I must say that I was absolutely shocked when I saw the first footage of the disaster in New Zealand. I think all of us in Australia have friends or family in New Zealand. Most of us have travelled there. The thought of something so horrendous and horrific happening so close to us is absolutely stultifying. It forces us to consider life and the fragility of life. It forces us to consider the importance of friendship, family and relationships and tends to put our quite vigorous pursuit of material possessions in perspective.

The people of Christchurch, New Zealand, have suffered considerably and continue to suffer as a result of the earthquake that struck so suddenly and so violently on 22 February this year. Oddly enough, the earthquake had a 6.3 magnitude; what made it so destructive was that the epicentre was only 10 kilometres south-east of Christchurch and at a depth of five kilometres. There was some speculation about whether it was actually an aftershock from a 7.1 magnitude earthquake that struck the same region on 4 September last year, but that earthquake was less destructive because it hit 40 kilometres west of Christchurch and its epicentre was much deeper, at 10 kilometres. Madam Deputy Speaker, I suspect that you are a bit like me in that you would not claim to be an expert in these matters, but I was initially surprised that an earthquake of smaller magnitude could wreak greater damage.

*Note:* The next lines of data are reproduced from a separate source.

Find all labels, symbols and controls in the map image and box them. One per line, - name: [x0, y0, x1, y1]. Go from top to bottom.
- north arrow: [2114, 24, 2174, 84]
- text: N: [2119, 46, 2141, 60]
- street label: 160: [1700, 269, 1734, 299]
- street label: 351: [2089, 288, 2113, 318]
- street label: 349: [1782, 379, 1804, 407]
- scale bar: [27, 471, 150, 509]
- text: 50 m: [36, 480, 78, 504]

The death toll is currently 166, and analysts estimate that the damage could cost insurers around US$12 billion, which is about NZ$16 billion. I found it particularly sobering to see the old cathedral treated as it was by the earthquake and so many buildings badly damaged, knowing that they had stood for so long, some of them for well in excess of a century. They have put up with all sorts of weather, only to be so violently compromised, violated, damaged and in effect destroyed by the quake. It could be that ultimately those buildings had been subjected to so many climatic conditions over the years that there was simply no ability for them to withstand this earthquake of 6.3 magnitude.

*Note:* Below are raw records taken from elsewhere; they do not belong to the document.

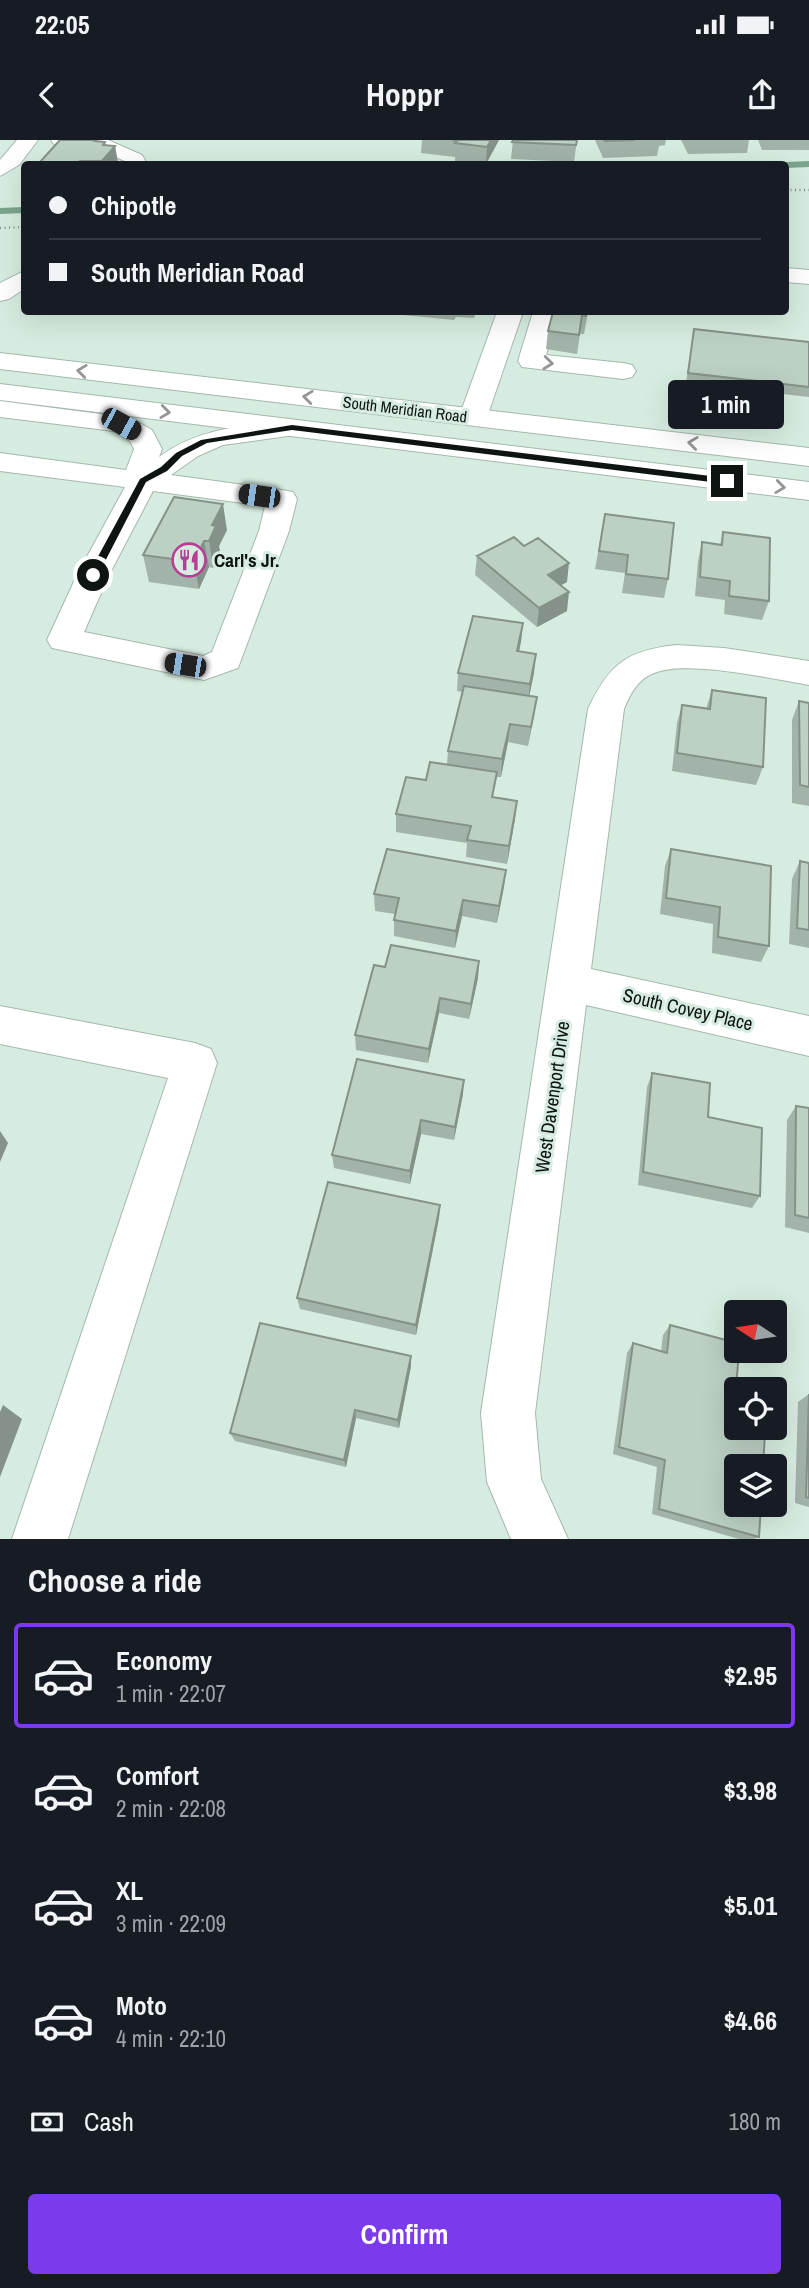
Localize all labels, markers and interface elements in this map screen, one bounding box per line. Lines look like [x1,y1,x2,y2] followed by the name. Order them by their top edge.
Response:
[35,7,90,42] text: 22:05
[366,73,443,116] text: Hoppr
[28,76,66,114] icon: back
[743,76,781,114] icon: share
[91,188,176,223] text: Chipotle
[91,255,304,290] text: South Meridian Road
[542,355,554,370] one-way arrow
[77,363,88,378] one-way arrow
[669,380,785,428] callout: 1 min
[701,389,751,420] text: 1 min
[303,390,314,405] one-way arrow
[342,390,468,428] street label: South Meridian Road
[98,405,145,443] car
[159,405,171,420] one-way arrow
[687,436,698,451] one-way arrow
[711,465,743,497] route end
[774,480,786,495] one-way arrow
[237,483,282,509] car
[170,541,208,579] restaurant icon: Carl's Jr.
[214,547,279,573] place label: Carl's Jr.
[77,559,109,591] route start
[163,651,208,679] car
[621,981,755,1037] street label: South Covey Place
[528,1019,576,1175] street label: West Davenport Drive
[724,1300,788,1363] north arrow
[724,1300,787,1517] map controls
[724,1377,787,1440] button: locate
[724,1454,787,1517] button: layers
[28,1559,202,1602] text: Choose a ride
[116,1643,212,1678] text: Economy
[32,1644,95,1707] icon: car
[724,1658,777,1693] text: $2.95
[116,1678,226,1709] text: 1 min · 22:07
[116,1758,199,1793] text: Comfort
[32,1759,95,1822] icon: car
[724,1773,777,1808] text: $3.98
[116,1793,226,1824] text: 2 min · 22:08
[116,1873,143,1908] text: XL
[32,1874,95,1937] icon: car
[724,1888,777,1923] text: $5.01
[116,1908,226,1939] text: 3 min · 22:09
[116,1988,167,2023] text: Moto
[32,1989,95,2052] icon: car
[724,2003,777,2038] text: $4.66
[116,2023,226,2054] text: 4 min · 22:10
[28,2103,66,2141] icon: cash
[84,2104,134,2139] text: Cash
[729,2106,781,2137] text: 180 m
[28,2194,781,2274] button: Confirm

On behalf of my wife, Inge, my family, the people of the electorate of Fisher and the Sunshine Coast more broadly, the people of Queensland and also the people of Australia, I would like to pass on my and our heartfelt sympathies to the people of Christchurch and in particular to those who have lost loved ones so suddenly and violently. Australia is a great friend of New Zealand, and I am proud of the fact that our emergency service personnel, including many from Queensland, assisted in responding to the damage.

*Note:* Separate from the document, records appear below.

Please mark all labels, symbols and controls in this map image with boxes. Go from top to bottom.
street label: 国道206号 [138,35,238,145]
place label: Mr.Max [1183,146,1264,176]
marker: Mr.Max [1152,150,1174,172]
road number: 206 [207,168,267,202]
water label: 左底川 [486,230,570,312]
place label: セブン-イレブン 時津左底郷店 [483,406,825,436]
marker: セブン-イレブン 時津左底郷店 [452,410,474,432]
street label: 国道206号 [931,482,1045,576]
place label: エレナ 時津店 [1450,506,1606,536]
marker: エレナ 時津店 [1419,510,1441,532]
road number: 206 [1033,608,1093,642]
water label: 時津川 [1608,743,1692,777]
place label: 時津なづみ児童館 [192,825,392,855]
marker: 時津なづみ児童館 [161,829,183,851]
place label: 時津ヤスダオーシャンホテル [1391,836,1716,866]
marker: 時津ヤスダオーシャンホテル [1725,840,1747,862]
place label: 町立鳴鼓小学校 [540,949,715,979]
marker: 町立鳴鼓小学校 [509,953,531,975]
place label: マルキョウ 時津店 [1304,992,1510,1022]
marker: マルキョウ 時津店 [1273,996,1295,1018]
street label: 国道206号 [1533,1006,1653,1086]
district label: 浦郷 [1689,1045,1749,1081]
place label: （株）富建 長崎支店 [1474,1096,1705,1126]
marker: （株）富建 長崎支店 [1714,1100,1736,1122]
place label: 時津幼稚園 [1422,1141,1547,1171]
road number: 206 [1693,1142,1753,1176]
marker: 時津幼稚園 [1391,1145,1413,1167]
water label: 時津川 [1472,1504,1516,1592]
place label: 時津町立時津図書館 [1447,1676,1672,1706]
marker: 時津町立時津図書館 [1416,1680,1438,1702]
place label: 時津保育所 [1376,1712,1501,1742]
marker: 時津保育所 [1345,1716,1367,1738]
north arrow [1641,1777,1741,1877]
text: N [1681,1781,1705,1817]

Many people from the six states on this side of the Tasman live and work in New Zealand, and both sides of the Tasman are vocal in supporting the importance of the relationship. I think all of us agree that we are reciprocal key travel destinations for both business and vacations. People love to catch up with friends and relatives. That is why I want to endorse a statement made by our former Prime Minister and the Prime Minister of New Zealand whereby they were seeking to establish a common border for Australia and New Zealand so that if you entered Australasia you were deemed to have entered countries on both sides of the Tasman. I saw somewhere that that would save about a quarter or a third of the cost of travel across the Tasman. I do not see that that laudable aim by the former Prime Minister the member for Griffith and Mr Key is unattainable. If we consider that the integrity of the immigration system on both sides of the Tasman is equally appropriate, then that is really attainable.

I would like to offer encouragement to the government and people of New Zealand in this time of need. I pray that the Lord will guide and assist all of those affected by the disaster, comfort the families of the many who have perished and give strength to the authorities and medical personnel. I pray that He will give wisdom to the leaders of New Zealand as they guide their nation through the recovery and give them the knowledge and energy they need to make difficult decisions and to sustain them in this trying time. I thank the House.